3 min Applications

Nutanix introduces platform for large-scale deployment of agentic AI

Nutanix introduces platform for large-scale deployment of agentic AI

Nutanix has announced a new software solution designed to help organizations deploy agentic AI at scale. With Nutanix Agentic AI, the company is targeting enterprises that want to go beyond traditional chatbots and integrate AI into more complex business processes.

This is reported by SiliconANGLE. Many organizations use chatbots to support employees and customers via text or voice. These systems typically answer individual questions and perform simple tasks. According to Nutanix, however, the focus is shifting toward AI agents that independently navigate multiple steps, make complex decisions, and perform long-running tasks with minimal human intervention.

This development places different demands on the infrastructure. While AI systems for model training often focus on a single large computational task, Nutanix notes that agentic AI requires an environment capable of supporting thousands of AI services and concurrent users. Furthermore, the infrastructure must be flexible enough to continuously accommodate new agents, applications, and developers.

Integration with Nvidia for AI Agents

Nutanix Agentic AI is designed as part of a broader platform for AI workloads in enterprise environments. The software works with Nvidia technology to build and manage AI agents. This should make it easier for companies setting up AI factories for large-scale AI development to roll out and scale new services.

The solution builds on existing Nutanix components, including the AHV hypervisor.
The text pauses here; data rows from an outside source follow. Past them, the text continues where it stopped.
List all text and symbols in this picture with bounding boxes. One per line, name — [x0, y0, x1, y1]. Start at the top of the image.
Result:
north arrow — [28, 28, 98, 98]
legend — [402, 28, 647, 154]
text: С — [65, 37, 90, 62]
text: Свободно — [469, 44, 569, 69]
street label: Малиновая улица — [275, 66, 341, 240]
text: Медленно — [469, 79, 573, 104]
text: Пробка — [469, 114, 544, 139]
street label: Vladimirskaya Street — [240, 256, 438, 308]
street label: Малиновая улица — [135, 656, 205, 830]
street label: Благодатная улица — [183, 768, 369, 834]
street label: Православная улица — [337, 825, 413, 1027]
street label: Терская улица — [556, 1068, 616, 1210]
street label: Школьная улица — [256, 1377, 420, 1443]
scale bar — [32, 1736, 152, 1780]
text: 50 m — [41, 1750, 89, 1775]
This virtualization layer separates software from physical hardware, enabling virtual machines to run in an isolated, cost-efficient manner. Organizations can also use Flow Virtual Networking and Kubernetes to develop, orchestrate, and manage AI agents within a cloud-like operational model.
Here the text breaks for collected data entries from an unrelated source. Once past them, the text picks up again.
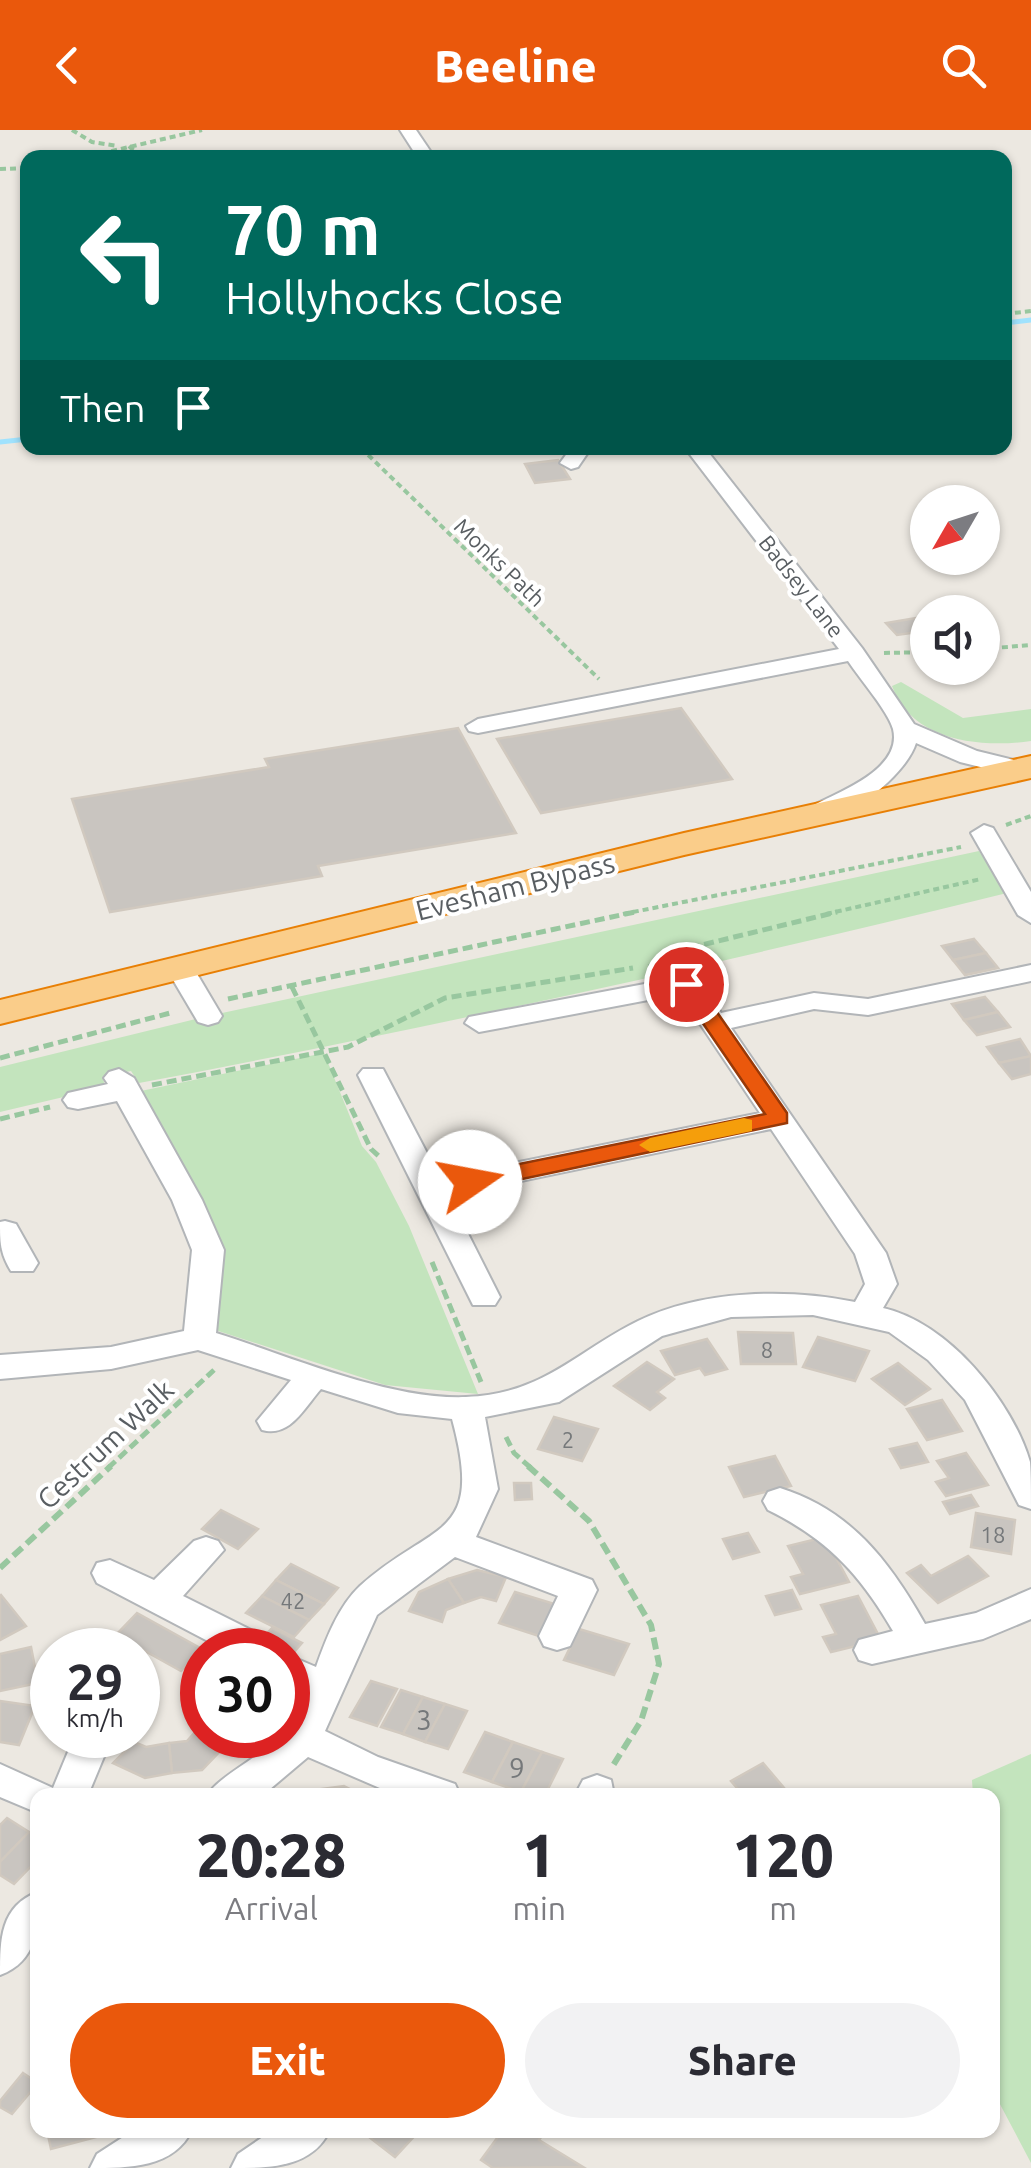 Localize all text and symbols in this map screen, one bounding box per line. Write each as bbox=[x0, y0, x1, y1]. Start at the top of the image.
icon: back bbox=[40, 38, 95, 93]
icon: search bbox=[936, 38, 991, 93]
text: Beeline bbox=[434, 40, 597, 91]
icon: left bbox=[60, 190, 190, 320]
text: 70 m bbox=[225, 190, 381, 268]
text: Hollyhocks Close bbox=[225, 272, 564, 323]
icon: arrive bbox=[166, 380, 221, 435]
text: Then bbox=[60, 387, 146, 429]
north arrow bbox=[910, 485, 1000, 575]
map controls bbox=[910, 485, 1000, 685]
street label: Monks Path bbox=[450, 513, 550, 611]
street label: Badsey Lane bbox=[754, 530, 850, 642]
button: sound bbox=[910, 595, 1000, 685]
street label: Evesham Bypass bbox=[412, 846, 618, 926]
pin bbox=[644, 942, 729, 1027]
icon: arrive bbox=[659, 957, 714, 1012]
position arrow bbox=[418, 1130, 522, 1234]
house number: 8 bbox=[761, 1337, 773, 1362]
street label: Cestrum Walk bbox=[31, 1373, 179, 1515]
house number: 2 bbox=[562, 1427, 574, 1452]
house number: 18 bbox=[981, 1522, 1005, 1547]
house number: 42 bbox=[281, 1588, 305, 1613]
speed limit sign: 30 bbox=[180, 1628, 310, 1758]
text: 29 bbox=[67, 1653, 123, 1709]
text: km/h bbox=[66, 1704, 124, 1732]
house number: 3 bbox=[416, 1704, 432, 1735]
house number: 9 bbox=[509, 1752, 525, 1783]
text: 20:28 bbox=[196, 1821, 346, 1888]
text: 1 bbox=[522, 1821, 556, 1888]
text: 120 bbox=[732, 1821, 834, 1888]
text: Arrival bbox=[225, 1890, 318, 1926]
text: min bbox=[512, 1890, 566, 1926]
text: m bbox=[769, 1890, 797, 1926]
button: Exit bbox=[70, 2003, 505, 2118]
button: Share bbox=[525, 2003, 960, 2118]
On the infrastructure side, Nutanix has expanded the platform with BlueField data processing units for high-performance network processing. These processors are designed to handle network traffic more efficiently while reducing the load on hosts’ CPUs and memory.

The software also integrates with Kubernetes. This allows organizations to offer AI services via a platform-as-a-service model and deliver models as separate services. According to Nutanix, this helps companies better predict costs when deploying large numbers of AI agents.

Lower costs per token

Tokens are a key cost factor in AI applications. Tokens form the basis for how AI models process information and perform reasoning. The more tokens a system uses, the higher the required computing power—and thus the costs. Nutanix states that more efficient virtual machines and better resource optimization should lower the price per token.

In addition to infrastructure, the platform also focuses on developers. Nutanix has expanded its Kubernetes environment with a catalog of integrated tools. Developers gain access to notebooks, vector databases, MLOps workflow engines, and frameworks for agentic AI, among other things. Combined with Nvidia software, teams can build, test, and refine AI agents in sandbox environments before they go into production.

According to Nutanix, this approach should make it easier to securely develop and manage complex AI agents. Agentic AI operates iteratively, progressing through multiple steps to complete tasks. As a result, reasoning processes can quickly become complex. With comprehensive testing and development environments, the company aims to prevent systems from exhibiting unpredictable behavior when deployed in production.